I can cold smoke when it is 100F in the summer.

dcarch


----------



## imp81318

Smoking B said:


> An AMNPS is great for cold smoking - you will really like it. In the meantime, if you get desperate to cold smoke something you're welcome to drive up here & do it at night - I'll provide beer, homemade wine, sausages, snack sticks & whatever else we might need...


Smoking B, I'm also in Central PA (just outside Harrisburg).  Nice to see someone so close to me...

Anyway, I've been thinking about cold smoking some salmon to make Lox for quite a while now.  I only have a Weber kettle grill right now, but my thought was that I could use a soldering iron (new, never used) in a can filled with smoking pellets in the bottom of the Weber to generate the smoke, and cover the grill with top vents open.  Does anyone have any thoughts on whether or not this would actually work?  Also, if I were to pick up a slab of salmon tonight (most likely frozen), let it thaw over night, brine tomorrow morning, and cold smoke it using my method either tomorrow night or Sunday morning, the put it in the fridge would it be ready to eat Monday morning?

Nevermind, I see that I'd have to buy some cure #1 online and there is no way it would get here in time...  Maybe next weekend...


----------



## smoking b

imp81318 said:


> Smoking B, I'm also in Central PA (just outside Harrisburg).  Nice to see someone so close to me...
> 
> Anyway, I've been thinking about cold smoking some salmon to make Lox for quite a while now.  I only have a Weber kettle grill right now, but my thought was that I could use a soldering iron (new, never used) in a can filled with smoking pellets in the bottom of the Weber to generate the smoke, and cover the grill with top vents open.  Does anyone have any thoughts on whether or not this would actually work?  Also, if I were to pick up a slab of salmon tonight (most likely frozen), let it thaw over night, brine tomorrow morning, and cold smoke it using my method either tomorrow night or Sunday morning, the put it in the fridge would it be ready to eat Monday morning?
> 
> Nevermind, I see that I'd have to buy some cure #1 online and there is no way it would get here in time...  Maybe next weekend...
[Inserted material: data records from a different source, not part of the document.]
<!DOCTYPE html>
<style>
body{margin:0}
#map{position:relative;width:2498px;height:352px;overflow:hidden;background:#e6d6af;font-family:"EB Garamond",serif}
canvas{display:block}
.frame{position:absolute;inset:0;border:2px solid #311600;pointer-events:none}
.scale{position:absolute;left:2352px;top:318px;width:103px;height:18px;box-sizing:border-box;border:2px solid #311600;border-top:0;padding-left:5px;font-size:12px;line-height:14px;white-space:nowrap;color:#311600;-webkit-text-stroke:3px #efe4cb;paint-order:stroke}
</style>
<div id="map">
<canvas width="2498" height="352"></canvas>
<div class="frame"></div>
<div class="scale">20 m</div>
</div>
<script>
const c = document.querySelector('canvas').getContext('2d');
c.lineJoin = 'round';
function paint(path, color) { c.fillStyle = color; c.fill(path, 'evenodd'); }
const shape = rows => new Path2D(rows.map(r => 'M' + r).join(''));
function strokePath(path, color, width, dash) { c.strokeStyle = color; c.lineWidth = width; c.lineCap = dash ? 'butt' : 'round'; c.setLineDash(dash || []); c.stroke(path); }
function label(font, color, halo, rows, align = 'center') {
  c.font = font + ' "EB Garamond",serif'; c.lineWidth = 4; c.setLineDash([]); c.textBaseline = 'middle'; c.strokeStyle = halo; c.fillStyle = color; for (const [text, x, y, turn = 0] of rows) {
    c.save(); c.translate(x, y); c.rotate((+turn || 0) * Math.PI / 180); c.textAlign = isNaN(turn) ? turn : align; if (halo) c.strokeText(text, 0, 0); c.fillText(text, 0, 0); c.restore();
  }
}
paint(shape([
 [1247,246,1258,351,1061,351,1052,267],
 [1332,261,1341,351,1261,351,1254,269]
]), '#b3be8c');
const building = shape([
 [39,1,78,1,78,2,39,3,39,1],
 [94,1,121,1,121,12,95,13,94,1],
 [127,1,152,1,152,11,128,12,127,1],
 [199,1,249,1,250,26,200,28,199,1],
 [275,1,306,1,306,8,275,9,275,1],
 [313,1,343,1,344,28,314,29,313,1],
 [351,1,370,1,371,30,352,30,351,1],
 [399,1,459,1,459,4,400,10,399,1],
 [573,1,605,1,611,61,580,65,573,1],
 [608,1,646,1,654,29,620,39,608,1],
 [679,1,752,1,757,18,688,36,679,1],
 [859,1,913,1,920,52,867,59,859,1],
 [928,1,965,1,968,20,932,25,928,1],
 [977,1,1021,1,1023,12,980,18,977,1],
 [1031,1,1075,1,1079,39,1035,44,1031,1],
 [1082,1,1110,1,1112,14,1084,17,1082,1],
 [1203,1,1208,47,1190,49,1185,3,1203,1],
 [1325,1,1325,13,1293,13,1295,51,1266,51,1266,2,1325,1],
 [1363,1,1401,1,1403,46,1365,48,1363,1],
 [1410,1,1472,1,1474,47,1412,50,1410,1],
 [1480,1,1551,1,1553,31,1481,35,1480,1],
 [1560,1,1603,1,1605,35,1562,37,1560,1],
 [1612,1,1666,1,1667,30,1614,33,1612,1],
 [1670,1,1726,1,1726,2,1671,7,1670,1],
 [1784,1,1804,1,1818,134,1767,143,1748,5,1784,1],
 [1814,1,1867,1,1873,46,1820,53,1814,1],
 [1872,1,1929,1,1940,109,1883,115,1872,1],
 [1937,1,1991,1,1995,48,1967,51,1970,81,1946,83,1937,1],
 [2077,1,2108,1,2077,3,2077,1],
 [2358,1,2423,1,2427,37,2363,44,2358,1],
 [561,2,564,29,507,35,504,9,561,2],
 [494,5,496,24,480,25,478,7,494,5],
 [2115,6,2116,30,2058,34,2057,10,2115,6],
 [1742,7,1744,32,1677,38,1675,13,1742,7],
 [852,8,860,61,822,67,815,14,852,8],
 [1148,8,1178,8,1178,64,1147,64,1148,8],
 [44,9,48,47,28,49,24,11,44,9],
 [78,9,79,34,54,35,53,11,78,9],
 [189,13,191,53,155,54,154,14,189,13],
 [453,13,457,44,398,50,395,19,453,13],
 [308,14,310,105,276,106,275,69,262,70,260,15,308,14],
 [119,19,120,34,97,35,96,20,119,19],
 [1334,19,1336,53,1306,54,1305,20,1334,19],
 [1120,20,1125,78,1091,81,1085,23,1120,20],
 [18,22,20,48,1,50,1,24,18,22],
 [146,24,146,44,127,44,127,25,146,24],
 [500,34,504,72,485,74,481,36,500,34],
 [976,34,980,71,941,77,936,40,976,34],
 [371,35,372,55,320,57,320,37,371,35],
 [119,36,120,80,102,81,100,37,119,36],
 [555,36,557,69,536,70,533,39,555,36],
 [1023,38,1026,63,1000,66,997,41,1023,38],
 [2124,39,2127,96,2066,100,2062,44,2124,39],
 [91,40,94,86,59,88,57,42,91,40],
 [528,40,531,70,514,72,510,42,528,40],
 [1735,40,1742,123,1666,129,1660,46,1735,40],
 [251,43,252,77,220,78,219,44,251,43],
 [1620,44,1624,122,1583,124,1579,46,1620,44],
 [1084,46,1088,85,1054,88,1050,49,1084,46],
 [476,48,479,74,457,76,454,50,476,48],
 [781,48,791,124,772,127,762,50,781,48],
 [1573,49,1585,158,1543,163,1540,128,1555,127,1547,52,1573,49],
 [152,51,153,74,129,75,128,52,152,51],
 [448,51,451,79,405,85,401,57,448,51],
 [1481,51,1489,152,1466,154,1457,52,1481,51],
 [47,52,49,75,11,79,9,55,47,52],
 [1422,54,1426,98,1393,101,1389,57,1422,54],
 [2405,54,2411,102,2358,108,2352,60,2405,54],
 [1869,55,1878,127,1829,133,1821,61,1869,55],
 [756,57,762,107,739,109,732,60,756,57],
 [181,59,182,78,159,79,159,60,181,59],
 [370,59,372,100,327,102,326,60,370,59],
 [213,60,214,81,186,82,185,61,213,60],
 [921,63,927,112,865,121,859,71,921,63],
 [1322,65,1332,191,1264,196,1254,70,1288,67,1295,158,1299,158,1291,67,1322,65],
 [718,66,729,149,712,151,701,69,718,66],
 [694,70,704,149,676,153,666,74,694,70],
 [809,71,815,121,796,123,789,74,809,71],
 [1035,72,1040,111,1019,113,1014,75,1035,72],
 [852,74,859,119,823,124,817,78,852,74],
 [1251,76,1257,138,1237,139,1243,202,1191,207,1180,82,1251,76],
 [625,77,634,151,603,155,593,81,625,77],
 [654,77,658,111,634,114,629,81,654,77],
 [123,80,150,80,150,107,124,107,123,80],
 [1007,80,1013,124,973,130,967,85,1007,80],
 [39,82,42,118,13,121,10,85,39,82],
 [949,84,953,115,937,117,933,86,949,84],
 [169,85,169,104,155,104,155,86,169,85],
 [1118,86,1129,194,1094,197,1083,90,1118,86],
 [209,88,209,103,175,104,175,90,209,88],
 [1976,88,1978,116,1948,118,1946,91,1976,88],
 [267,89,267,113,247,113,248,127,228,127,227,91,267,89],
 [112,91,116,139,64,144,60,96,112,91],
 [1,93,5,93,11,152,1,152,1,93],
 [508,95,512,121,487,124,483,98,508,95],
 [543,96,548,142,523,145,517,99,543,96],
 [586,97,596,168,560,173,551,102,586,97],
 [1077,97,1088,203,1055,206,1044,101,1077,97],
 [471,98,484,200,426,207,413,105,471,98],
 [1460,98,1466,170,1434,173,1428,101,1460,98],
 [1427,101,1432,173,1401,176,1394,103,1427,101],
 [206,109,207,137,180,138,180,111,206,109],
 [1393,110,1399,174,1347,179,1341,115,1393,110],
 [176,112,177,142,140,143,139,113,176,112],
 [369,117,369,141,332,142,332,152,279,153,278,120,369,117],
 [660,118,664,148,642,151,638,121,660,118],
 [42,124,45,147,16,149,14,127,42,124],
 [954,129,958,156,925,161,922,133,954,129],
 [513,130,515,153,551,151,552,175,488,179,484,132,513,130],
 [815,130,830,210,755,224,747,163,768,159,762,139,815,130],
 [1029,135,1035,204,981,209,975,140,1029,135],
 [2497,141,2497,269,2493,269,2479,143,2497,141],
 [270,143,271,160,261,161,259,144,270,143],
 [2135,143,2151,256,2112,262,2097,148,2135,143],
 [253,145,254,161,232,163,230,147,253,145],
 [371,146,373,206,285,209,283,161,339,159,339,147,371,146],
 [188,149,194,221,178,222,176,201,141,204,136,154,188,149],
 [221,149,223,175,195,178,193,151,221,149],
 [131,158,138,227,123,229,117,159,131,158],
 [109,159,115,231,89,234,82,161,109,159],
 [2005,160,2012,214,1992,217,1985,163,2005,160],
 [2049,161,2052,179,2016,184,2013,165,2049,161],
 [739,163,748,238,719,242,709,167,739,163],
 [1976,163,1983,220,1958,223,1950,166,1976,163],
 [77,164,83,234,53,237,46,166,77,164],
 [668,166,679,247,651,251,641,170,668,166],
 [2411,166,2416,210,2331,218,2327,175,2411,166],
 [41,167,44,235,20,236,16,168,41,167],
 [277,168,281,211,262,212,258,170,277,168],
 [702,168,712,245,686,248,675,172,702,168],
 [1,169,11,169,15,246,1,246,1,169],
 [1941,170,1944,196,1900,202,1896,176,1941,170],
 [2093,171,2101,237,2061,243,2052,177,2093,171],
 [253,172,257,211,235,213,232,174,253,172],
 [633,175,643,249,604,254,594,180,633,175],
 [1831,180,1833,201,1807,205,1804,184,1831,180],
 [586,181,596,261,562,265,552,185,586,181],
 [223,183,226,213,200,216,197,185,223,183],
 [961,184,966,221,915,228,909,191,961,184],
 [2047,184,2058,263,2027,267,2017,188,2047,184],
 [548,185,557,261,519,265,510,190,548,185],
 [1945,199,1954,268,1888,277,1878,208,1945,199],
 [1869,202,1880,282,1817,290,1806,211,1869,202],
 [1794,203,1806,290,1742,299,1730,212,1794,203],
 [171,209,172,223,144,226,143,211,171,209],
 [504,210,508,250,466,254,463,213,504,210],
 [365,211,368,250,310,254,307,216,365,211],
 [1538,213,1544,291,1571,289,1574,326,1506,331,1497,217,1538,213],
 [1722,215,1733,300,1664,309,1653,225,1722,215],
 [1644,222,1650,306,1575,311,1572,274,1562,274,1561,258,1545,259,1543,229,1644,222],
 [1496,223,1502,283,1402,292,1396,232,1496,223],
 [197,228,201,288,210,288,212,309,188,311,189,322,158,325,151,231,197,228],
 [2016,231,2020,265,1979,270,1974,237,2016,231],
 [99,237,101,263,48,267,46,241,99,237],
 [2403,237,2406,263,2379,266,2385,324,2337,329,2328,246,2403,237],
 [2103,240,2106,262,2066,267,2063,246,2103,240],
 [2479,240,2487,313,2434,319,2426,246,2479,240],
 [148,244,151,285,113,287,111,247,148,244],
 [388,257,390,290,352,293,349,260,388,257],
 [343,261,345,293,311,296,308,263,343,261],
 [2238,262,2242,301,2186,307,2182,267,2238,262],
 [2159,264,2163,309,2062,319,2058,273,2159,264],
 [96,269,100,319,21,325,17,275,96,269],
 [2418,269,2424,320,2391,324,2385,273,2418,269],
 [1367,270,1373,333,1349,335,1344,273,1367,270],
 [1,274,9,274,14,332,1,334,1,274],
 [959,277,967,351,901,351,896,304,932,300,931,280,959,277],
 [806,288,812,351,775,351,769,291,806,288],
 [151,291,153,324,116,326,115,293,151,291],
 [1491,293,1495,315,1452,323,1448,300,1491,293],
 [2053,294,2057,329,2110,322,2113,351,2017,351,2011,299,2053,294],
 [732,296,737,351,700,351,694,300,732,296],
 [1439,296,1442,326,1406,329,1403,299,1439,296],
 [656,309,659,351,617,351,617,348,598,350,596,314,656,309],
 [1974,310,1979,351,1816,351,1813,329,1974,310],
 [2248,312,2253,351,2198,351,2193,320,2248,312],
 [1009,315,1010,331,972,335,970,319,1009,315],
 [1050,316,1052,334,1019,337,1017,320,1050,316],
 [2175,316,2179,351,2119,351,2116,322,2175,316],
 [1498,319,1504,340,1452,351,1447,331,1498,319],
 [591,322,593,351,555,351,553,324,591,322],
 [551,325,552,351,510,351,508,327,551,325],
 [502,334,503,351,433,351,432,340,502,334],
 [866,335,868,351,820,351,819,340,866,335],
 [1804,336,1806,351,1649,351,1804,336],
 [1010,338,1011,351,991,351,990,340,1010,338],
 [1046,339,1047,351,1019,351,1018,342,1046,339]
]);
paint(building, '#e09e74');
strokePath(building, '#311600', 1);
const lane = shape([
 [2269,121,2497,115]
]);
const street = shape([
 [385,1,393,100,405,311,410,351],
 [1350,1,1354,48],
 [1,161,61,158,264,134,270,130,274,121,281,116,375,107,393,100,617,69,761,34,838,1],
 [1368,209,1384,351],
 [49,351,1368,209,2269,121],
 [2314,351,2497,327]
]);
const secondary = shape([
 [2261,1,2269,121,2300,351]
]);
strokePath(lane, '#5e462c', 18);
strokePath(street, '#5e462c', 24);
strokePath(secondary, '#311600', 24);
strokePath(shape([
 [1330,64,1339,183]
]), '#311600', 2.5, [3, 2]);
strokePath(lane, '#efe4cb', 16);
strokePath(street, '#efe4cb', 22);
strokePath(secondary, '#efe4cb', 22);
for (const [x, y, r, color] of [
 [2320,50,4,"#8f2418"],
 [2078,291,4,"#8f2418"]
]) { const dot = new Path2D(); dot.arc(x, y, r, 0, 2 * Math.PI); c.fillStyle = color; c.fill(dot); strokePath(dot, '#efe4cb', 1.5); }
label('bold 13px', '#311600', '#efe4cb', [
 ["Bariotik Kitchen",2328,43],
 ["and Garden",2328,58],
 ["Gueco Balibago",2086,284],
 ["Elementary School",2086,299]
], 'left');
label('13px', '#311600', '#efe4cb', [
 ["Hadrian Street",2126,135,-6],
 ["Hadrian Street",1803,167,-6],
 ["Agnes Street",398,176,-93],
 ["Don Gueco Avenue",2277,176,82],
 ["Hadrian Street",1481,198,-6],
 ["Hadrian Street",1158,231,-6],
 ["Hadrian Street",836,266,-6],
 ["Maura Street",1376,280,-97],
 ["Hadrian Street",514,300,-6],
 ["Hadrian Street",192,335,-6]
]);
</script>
I went away for my birthday & just saw this. Yes a soldering iron in a can will give you smoke - that's how I smoked years ago lol. Make sure you plug it in for a while to burn off all the oil etc. before you use it for that though. Any questions just let me know or PM me...


----------



## imp81318

Smoking B said:


> I went away for my birthday & just saw this. Yes a soldering iron in a can will give you smoke - that's how I smoked years ago lol. Make sure you plug it in for a while to burn off all the oil etc. before you use it for that though. Any questions just let me know or PM me...


Thanks, Smoking B.  I know that you said to give it a few days in the fridge before eating it, but how long will it last in the fridge without freezing it?  I am thinking about trying this out before our next family gathering, and realistically it would work best for me to smoke the salmon on Sunday but we wouldn't really be planning on eating it until the next Saturday or Sunday.  Is that too long to wait, and if there are leftovers would I be able to freeze them at that point?

Also, I see that everyone strongly suggests using Cure #1.  I've seen other brining recipes online that do not include the Cure #1.  Is it possible/safe to smoke salmon without using the Cure #1?


----------



## briankinlaw

Scotty, You can cold smoke with a Cardboard Box and old mailbox... I have a better idea... If you have a few buck to spend... go to ebay and buy yourself a bag of Wood Meal... or you could call it sawdust  Hickory, apple, or any other type of wood sawdust you prefer.   If one of your smokers is an upright your in business.   Take a aluminum pan (like a pie pan)put some holes in the side and place the sawdust inside.... Lite the sawdust up, so it will smolder and you got cold smoke.  Just keep it vented at the top and bottom of smoker so it will draft.


----------



## scottyp1292

BrianKinlaw said:


> Scotty, You can cold smoke with a Cardboard Box and old mailbox... I have a better idea... If you have a few buck to spend... go to ebay and buy yourself a bag of Wood Meal... or you could call it sawdust  Hickory, apple, or any other type of wood sawdust you prefer.   If one of your smokers is an upright your in business.   Take a aluminum pan (like a pie pan)put some holes in the side and place the sawdust inside.... Lite the sawdust up, so it will smolder and you got cold smoke.  Just keep it vented at the top and bottom of smoker so it will draft.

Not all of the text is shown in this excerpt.